From a business perspective, the report revealed that Australian vegetable farmers have rarely had it so good.

Income has increased significantly over the last three years with the average income of Australian vegetable farms now $1.1 million – a 5.2 per cent increase on 2014/15 income levels.

This dramatic increase in income is primarily due to higher yields in most crops and price improvements particularly in potatoes and tomatoes. However, with forecasts predicting warmer and drier conditions over winter and spring 2017, this could lead to lower yields and reduced incomes for horticulture producers 2017.

On the demand side, the report discovered that domestic consumption of fruit is growing at or above the rate of production for a range of varieties, with avocados, blueberries, raspberries, oranges lemons and limes all imported to meet seasonal demand throughout 2017.

With a six per cent increase in fruit consumption recorded in 2014/15, the seasonal nature of these fruits coupled with increased export volumes suggests demand is likely to outpace supply in 2017.

According to the Australian Horticulture Report, the total value of Australian horticulture exports was $2.1 billion in 2015/16, a 37 per cent increase on 2014/15 figures.

Nuts were the highest value segment at $902 million – an increase of 27 per cent – but fruit and vegetable exports also rose by an incredible 46 and 31 per cent respectively.

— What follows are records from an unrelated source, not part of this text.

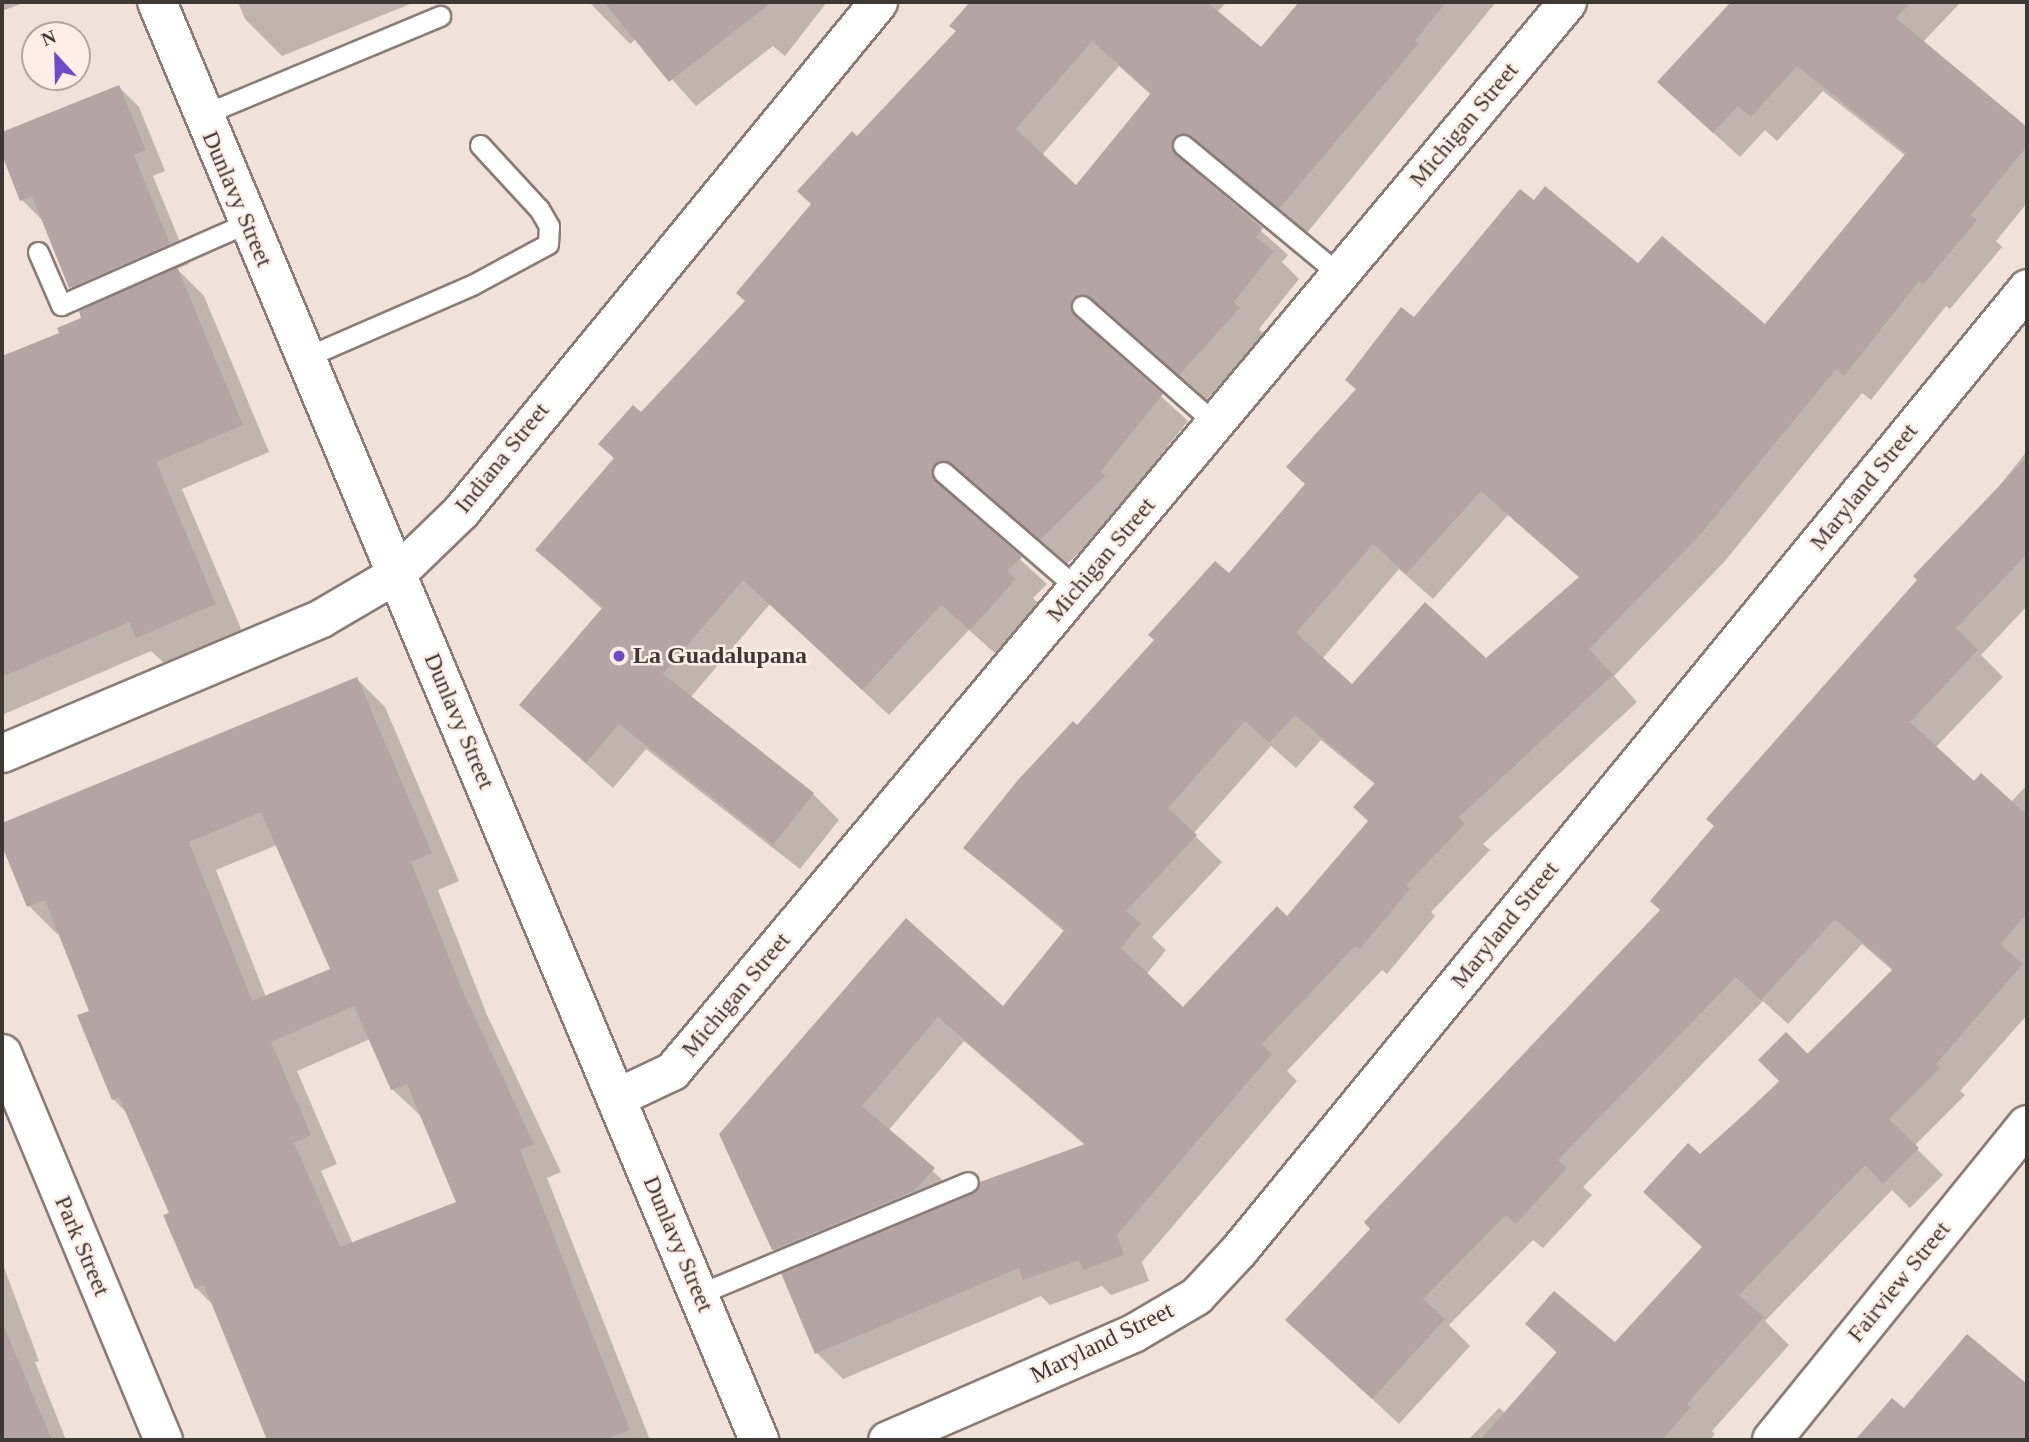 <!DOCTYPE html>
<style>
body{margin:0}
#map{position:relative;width:2029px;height:1442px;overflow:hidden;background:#f1e1db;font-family:Georgia,serif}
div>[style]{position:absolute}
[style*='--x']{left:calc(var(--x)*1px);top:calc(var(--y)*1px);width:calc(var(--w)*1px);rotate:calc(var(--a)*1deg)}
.shadow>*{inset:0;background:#0003}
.building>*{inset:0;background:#b5a4a4}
.roads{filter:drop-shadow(2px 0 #8a7b76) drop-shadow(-2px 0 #8a7b76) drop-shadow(0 2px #8a7b76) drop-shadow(0 -2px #8a7b76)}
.service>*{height:19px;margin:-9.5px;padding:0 9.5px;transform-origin:9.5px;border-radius:9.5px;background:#fff}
.minor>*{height:37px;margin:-18.5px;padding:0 18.5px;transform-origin:18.5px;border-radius:18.5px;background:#fff}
.tertiary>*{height:38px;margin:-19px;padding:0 19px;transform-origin:19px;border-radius:19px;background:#fff}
.dots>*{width:19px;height:19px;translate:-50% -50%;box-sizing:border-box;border:4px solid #ffeee8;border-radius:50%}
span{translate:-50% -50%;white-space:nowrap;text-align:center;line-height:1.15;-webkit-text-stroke:5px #ffeee8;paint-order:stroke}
.street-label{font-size:24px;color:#3e3835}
.poi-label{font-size:24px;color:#3e3835;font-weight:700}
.left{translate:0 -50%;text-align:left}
.frame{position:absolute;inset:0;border:4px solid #3e3835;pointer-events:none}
.north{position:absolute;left:21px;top:21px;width:70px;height:70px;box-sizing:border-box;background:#ffeee8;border:2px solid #b2a5a0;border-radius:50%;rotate:338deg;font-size:19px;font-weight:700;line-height:28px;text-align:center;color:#3e3835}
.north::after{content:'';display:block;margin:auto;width:24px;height:32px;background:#6c4cc5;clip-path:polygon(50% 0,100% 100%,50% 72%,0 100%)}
</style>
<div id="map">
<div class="shadow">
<div style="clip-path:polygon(2px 2px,26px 2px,2px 11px)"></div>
<div style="clip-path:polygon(238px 2px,415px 2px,282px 56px,245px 19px)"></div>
<div style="clip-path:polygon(589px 2px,827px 2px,785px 56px,773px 46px,696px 106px,636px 39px,630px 44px)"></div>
<div style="clip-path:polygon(evenodd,972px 2px,1227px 2px,1217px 12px,1262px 50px,1301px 2px,1496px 2px,1306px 234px,1219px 161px,1206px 159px,1199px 164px,1200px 177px,1288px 255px,1282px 262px,1299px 279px,1259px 329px,1265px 335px,1206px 400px,1118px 322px,1106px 320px,1098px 325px,1099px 340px,1188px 421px,1126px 498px,1130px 503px,1067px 564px,979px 488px,967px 486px,959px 491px,960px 505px,1047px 584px,1033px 598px,1041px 606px,997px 655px,969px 630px,889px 715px,770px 604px,690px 698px,813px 794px,839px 820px,800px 869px,646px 749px,613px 788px,521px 705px,603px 610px,537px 550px,616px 458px,642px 415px,747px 301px,857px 139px,958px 32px,952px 26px,972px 2px,1119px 66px,1151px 95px,1077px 188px,1042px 155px,1119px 66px)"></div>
<div style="clip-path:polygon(evenodd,1727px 2px,1961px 2px,1922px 43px,2027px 130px,2027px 203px,1996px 241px,2002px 247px,1950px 309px,1946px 306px,1871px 400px,1862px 393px,1725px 561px,1614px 676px,1637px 702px,1483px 844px,1490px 850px,1431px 912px,1435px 916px,1387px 974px,1382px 970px,1287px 1071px,1297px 1081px,1142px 1262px,1149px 1281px,1111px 1295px,1102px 1286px,1050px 1305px,1041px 1296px,843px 1379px,817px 1353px,793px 1270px,773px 1249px,906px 921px,1003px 1008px,1065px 932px,966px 848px,1078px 727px,1229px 575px,1306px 485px,1358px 390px,1415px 320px,1535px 203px,1638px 266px,1766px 326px,1906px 156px,1823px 91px,1777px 141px,1765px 130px,1740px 157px,1685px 107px,1731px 5px,1727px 2px,1508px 515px,1580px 578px,1486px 661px,1353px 686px,1322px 659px,1399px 569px,1433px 599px,1508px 515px,1727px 2px,1321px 740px,1376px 785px,1370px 821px,1287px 919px,1183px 1009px,1146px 975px,1166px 950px,1152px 937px,1222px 862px,1193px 834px,1271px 746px,1296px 768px,1321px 740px,1727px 2px,964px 1041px,1086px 1146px,951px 1204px,959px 1195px,888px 1131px,964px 1041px)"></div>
<div style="clip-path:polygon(119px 87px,139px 107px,165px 171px,153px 176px,189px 264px,177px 269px,204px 296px,269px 452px,182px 489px,242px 631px,165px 664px,151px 651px,2px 715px,2px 358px,61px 334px,84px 319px,91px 307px,71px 287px,42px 220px,22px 200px,2px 150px,2px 134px)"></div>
<div style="clip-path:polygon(2027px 451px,2027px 606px,1981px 655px,2003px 677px,1935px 748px,1974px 783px,2011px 802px,2027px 785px,2027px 1015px,1960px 1091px,1965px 1095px,1914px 1146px,1943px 1175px,1910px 1208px,1892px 1190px,1765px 1321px,1789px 1345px,1712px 1431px,1715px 1434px,1710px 1440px,1468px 1440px,1499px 1408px,1506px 1414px,1558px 1354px,1528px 1324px,1615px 1345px,1703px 1248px,1700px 1157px,1893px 971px,1862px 944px,1788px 1024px,1763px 1001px,1583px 1187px,1592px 1195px,1543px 1248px,1533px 1240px,1449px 1325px,1470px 1346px,1399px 1424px,1288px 1320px,1662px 911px)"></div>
<div style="clip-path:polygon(evenodd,357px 679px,385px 707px,459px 881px,438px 890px,487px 1015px,561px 1172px,547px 1178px,650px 1440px,270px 1440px,215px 1307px,196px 1288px,171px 1214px,128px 1114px,113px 1099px,92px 1012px,60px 933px,57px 934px,29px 906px,2px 841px,2px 825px,357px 679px,277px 845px,332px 970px,266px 997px,216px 870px,277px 845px,357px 679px,370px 1039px,392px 1089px,422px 1117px,458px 1203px,353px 1244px,321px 1171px,337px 1164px,297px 1071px,370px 1039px)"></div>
<div style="clip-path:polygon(2px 1262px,39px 1361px,35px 1362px,66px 1440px,2px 1440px)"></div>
<div style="clip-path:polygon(1968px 1336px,2027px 1386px,2027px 1440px,1857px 1440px,1892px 1400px,1904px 1410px)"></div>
</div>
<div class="building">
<div style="clip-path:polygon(604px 2px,772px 2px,669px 82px)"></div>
<div style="clip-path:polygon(evenodd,970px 2px,1207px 2px,1261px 47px,1299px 2px,1446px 2px,1415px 41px,1418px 44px,1279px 209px,1191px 136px,1179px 133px,1173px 138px,1175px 154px,1263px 228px,1256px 237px,1274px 251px,1234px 302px,1240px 308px,1179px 375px,1090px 297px,1079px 294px,1072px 298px,1074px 315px,1163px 394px,1101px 471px,1105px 476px,1040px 540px,951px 463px,940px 460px,933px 465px,935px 481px,1022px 557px,1007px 571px,1016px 579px,970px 630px,941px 605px,862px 690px,743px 580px,663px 674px,814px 793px,773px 845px,619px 724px,586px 763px,519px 705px,603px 607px,535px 550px,614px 458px,598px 444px,633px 405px,641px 412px,745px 301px,736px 293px,811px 204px,797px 191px,852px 131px,857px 136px,956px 31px,949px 26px,970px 2px,1092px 41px,1151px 93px,1076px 185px,1016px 129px,1092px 41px)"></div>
<div style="clip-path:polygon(evenodd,1731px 2px,1911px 2px,1896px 18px,2027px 127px,2027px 146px,1971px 215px,1977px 220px,1923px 285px,1919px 281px,1844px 376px,1836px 369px,1700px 535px,1589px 649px,1613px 675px,1459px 817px,1465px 824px,1406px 885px,1410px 889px,1360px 949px,1355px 946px,1262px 1044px,1272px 1054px,1117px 1235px,1124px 1255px,1083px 1270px,1079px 1260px,1023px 1280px,1019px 1268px,815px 1354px,781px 1273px,973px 1193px,980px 1182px,1085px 1144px,938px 1017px,862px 1106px,935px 1168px,914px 1191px,772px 1250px,719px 1134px,906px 918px,1003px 1006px,1065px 929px,963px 848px,1018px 780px,1073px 721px,1077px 725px,1154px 640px,1148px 635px,1215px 561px,1229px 573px,1305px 484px,1286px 467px,1356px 389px,1345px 380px,1401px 307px,1414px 317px,1520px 189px,1534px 200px,1545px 186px,1638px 263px,1662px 236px,1765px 324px,1906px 153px,1797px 66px,1751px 117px,1738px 106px,1713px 133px,1657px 82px,1731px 2px,1481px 491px,1579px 577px,1486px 658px,1425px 602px,1352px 684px,1296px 633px,1373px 544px,1406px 574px,1481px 491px,1731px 2px,1295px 715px,1375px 783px,1353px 807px,1368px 821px,1287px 916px,1277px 906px,1183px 1007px,1121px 948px,1141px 923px,1126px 911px,1197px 835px,1168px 808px,1245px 721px,1269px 743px,1295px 715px)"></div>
<div style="clip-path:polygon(119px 85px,146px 150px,134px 155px,170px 244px,69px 288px,32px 196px,20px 201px,2px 155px,2px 132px)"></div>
<div style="clip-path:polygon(177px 267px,243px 425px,156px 462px,216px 604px,136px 638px,129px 622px,2px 677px,2px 356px,59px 333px,57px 328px,81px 318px,79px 311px)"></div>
<div style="clip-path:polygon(2027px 457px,2027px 554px,1956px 628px,1978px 650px,1910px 722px,1974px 781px,1981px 773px,2027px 815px,2027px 914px,2000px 944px,2023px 964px,1936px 1064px,1940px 1068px,1889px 1119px,1919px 1148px,1883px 1184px,1865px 1165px,1739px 1295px,1764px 1317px,1687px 1404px,1691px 1407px,1662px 1440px,1480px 1440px,1557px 1352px,1525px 1324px,1554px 1291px,1615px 1342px,1702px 1247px,1643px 1192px,1688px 1143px,1700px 1154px,1780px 1082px,1758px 1060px,1786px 1032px,1808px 1054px,1893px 969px,1835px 919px,1761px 1000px,1736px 977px,1558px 1160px,1567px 1168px,1516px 1224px,1506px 1215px,1423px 1299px,1445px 1319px,1372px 1399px,1285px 1320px,1370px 1229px,1364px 1222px,1660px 910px,1650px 901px,1714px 826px,1706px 819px,1917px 580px,1913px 576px)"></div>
<div style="clip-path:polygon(evenodd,357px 677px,432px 853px,411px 862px,460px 985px,534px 1144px,520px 1150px,630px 1430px,604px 1440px,267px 1440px,204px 1285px,195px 1289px,163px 1215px,169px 1213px,119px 1097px,112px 1100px,77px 1015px,89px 1011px,45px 900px,27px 907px,2px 846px,2px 823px,357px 677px,261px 812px,330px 969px,252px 1001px,189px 842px,261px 812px,357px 677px,354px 1006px,391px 1090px,407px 1084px,456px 1202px,340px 1247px,294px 1143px,311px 1135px,271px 1042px,354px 1006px)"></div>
<div style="clip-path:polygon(2px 1322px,52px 1440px,2px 1440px)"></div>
<div style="clip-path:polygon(1967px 1334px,2027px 1384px,2027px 1440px,1855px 1440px,1892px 1398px,1904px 1408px)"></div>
</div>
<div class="roads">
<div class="service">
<div style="--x:202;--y:115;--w:258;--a:-22.6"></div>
<div style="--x:1183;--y:145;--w:204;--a:39.6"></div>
<div style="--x:38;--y:252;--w:58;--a:66.5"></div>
<div style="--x:61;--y:305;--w:203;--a:-23.8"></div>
<div style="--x:1082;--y:306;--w:179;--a:41.4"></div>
<div style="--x:304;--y:358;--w:183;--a:-23.5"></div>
<div style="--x:472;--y:285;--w:86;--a:-28.3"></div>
<div style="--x:548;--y:244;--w:18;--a:-87"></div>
<div style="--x:549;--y:226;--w:20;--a:-120"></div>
<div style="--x:539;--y:209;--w:87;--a:-132.7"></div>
<div style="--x:943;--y:472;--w:177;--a:40.9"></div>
<div style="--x:699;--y:1294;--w:291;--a:-22.6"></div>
</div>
<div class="minor">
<div style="--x:2;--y:753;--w:346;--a:-22.9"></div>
<div style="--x:321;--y:618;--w:87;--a:-30.4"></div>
<div style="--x:396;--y:574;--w:91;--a:-44.1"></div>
<div style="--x:461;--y:511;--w:658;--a:-50.67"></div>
<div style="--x:2;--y:1053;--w:419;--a:67.4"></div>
<div style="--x:617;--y:1097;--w:61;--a:-25.3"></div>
<div style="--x:672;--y:1071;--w:1394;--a:-50.06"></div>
<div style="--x:887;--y:1440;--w:268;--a:-23.5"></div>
<div style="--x:1133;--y:1333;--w:73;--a:-30.4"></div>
<div style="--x:1196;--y:1296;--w:62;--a:-47"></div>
<div style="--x:1238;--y:1251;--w:1245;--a:-50.67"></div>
</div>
<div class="tertiary">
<div style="--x:157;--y:2;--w:1559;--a:67.28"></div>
<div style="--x:1772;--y:1440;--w:405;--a:-51"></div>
</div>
</div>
<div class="dots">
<div style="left:619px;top:656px;background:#6c4cc5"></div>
</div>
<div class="street-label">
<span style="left:1464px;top:125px;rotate:-50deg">Michigan Street</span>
<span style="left:237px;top:199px;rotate:67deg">Dunlavy Street</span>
<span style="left:502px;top:458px;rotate:-51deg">Indiana Street</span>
<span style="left:1864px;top:487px;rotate:-51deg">Maryland Street</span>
<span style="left:1101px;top:560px;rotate:-50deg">Michigan Street</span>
<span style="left:459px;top:721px;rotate:67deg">Dunlavy Street</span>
<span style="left:1505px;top:925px;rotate:-51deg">Maryland Street</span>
<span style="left:736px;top:995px;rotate:-50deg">Michigan Street</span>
<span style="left:678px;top:1244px;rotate:67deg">Dunlavy Street</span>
<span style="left:82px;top:1246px;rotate:67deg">Park Street</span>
<span style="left:1899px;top:1282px;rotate:-51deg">Fairview Street</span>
<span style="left:1102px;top:1343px;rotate:-26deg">Maryland Street</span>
</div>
<div class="poi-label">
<span class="left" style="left:633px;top:656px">La Guadalupana</span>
</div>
<div class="frame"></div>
<div class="north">N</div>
</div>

This significant increase in the value of horticulture exports has come largely from increased demand for Australian produce from Asian countries such as China, Singapore, Japan, Malaysia and South Korea.

Finally, the new report also revealed that EU wine production declined by almost 10 per cent in 2016 due to extensive frost damage to vines throughout France, Spain and Italy.

Vine growing area is declining as a result of voluntary withdrawal and shrinking profit margin, this could increase the price of European wine.

This is favourable news for Australian wine producers especially in light of the 9.3 per cent increase in the value of Australian wine exported in 2015/16.